Stored records:

↓

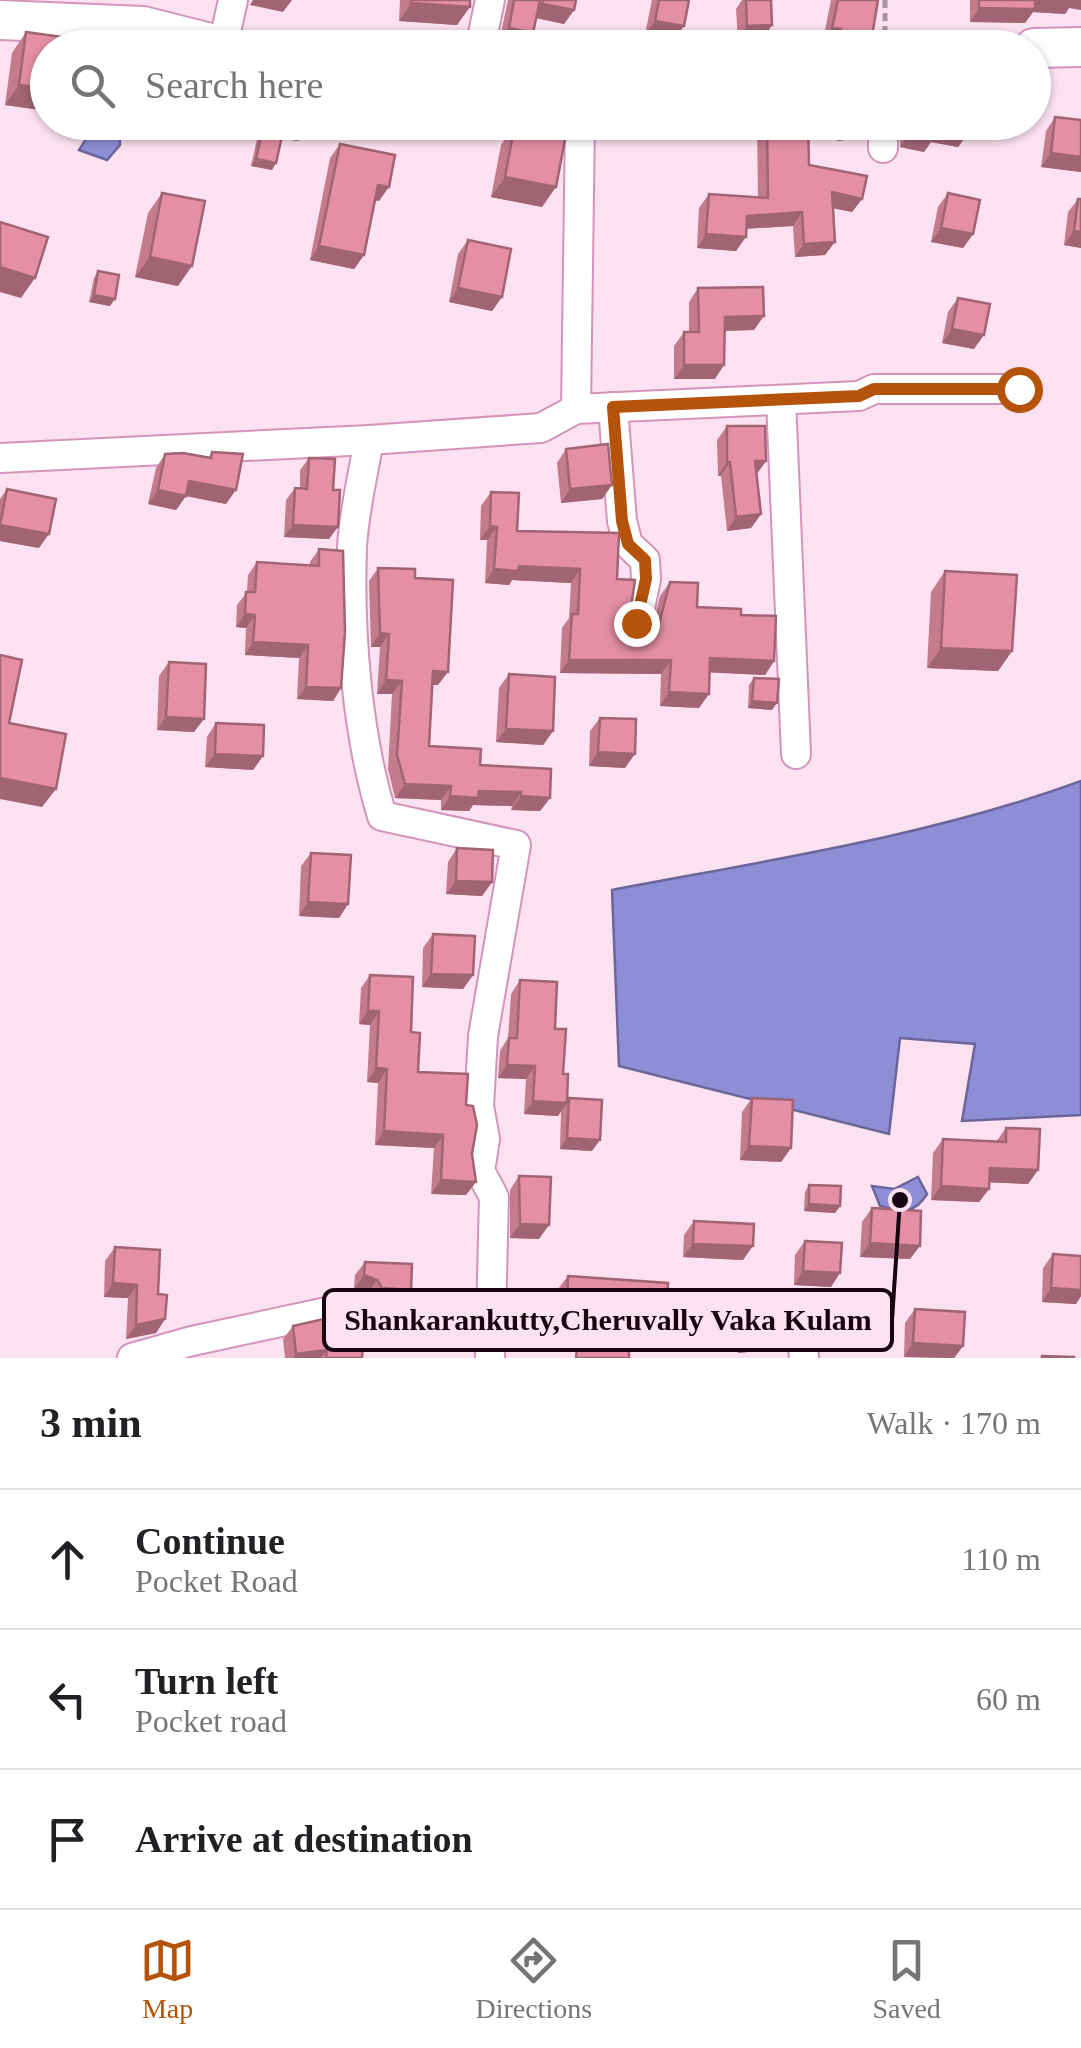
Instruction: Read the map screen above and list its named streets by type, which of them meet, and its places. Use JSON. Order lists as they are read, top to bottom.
{
  "places": ["Shankarankutty,Cheruvally Vaka Kulam"],
  "page": {
    "search": "Search here",
    "heading": ["3 min", "Walk · 170 m"],
    "list": [
      ["Continue", "Pocket Road", "110 m"],
      ["Turn left", "Pocket road", "60 m"],
      "Arrive at destination"
    ],
    "nav": ["Map", "Directions", "Saved"]
  }
}
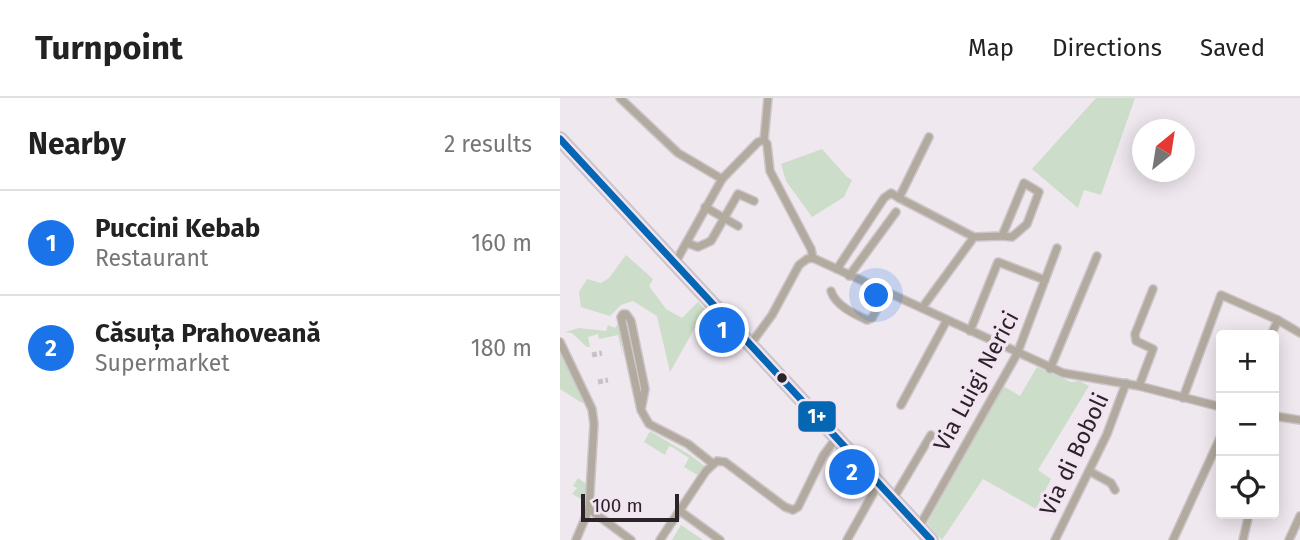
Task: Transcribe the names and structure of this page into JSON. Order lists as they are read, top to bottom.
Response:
{
  "streets": {
    "street": ["Via Luigi Nerici", "Via di Boboli"]
  },
  "lines": ["transit line 1+"],
  "scale_bar": "100 m",
  "north": "top right",
  "page": {
    "header": "Turnpoint",
    "nav": ["Map", "Directions", "Saved"],
    "heading": ["Nearby", "2 results"],
    "list": [
      {
        "mark": "1",
        "name": "Puccini Kebab",
        "note": "Restaurant",
        "value": "160 m"
      },
      {
        "mark": "2",
        "name": "Căsuța Prahoveană",
        "note": "Supermarket",
        "value": "180 m"
      }
    ],
    "pins": ["1", "2"],
    "map_buttons": ["+", "−"],
    "scale": "100 m"
  }
}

↑

What to produce =
Please copy out the entries above exactly as they appear, but skip their images.

Result for this exercise =
Instruction: Read the map screen above and list its named streets by type, which of them meet, and its places. Use JSON. Order lists as they are read, top to bottom.
{
  "places": ["Shankarankutty,Cheruvally Vaka Kulam"],
  "page": {
    "search": "Search here",
    "heading": ["3 min", "Walk · 170 m"],
    "list": [
      ["Continue", "Pocket Road", "110 m"],
      ["Turn left", "Pocket road", "60 m"],
      "Arrive at destination"
    ],
    "nav": ["Map", "Directions", "Saved"]
  }
}
Task: Transcribe the names and structure of this page into JSON. Order lists as they are read, top to bottom.
Response:
{
  "streets": {
    "street": ["Via Luigi Nerici", "Via di Boboli"]
  },
  "lines": ["transit line 1+"],
  "scale_bar": "100 m",
  "north": "top right",
  "page": {
    "header": "Turnpoint",
    "nav": ["Map", "Directions", "Saved"],
    "heading": ["Nearby", "2 results"],
    "list": [
      {
        "mark": "1",
        "name": "Puccini Kebab",
        "note": "Restaurant",
        "value": "160 m"
      },
      {
        "mark": "2",
        "name": "Căsuța Prahoveană",
        "note": "Supermarket",
        "value": "180 m"
      }
    ],
    "pins": ["1", "2"],
    "map_buttons": ["+", "−"],
    "scale": "100 m"
  }
}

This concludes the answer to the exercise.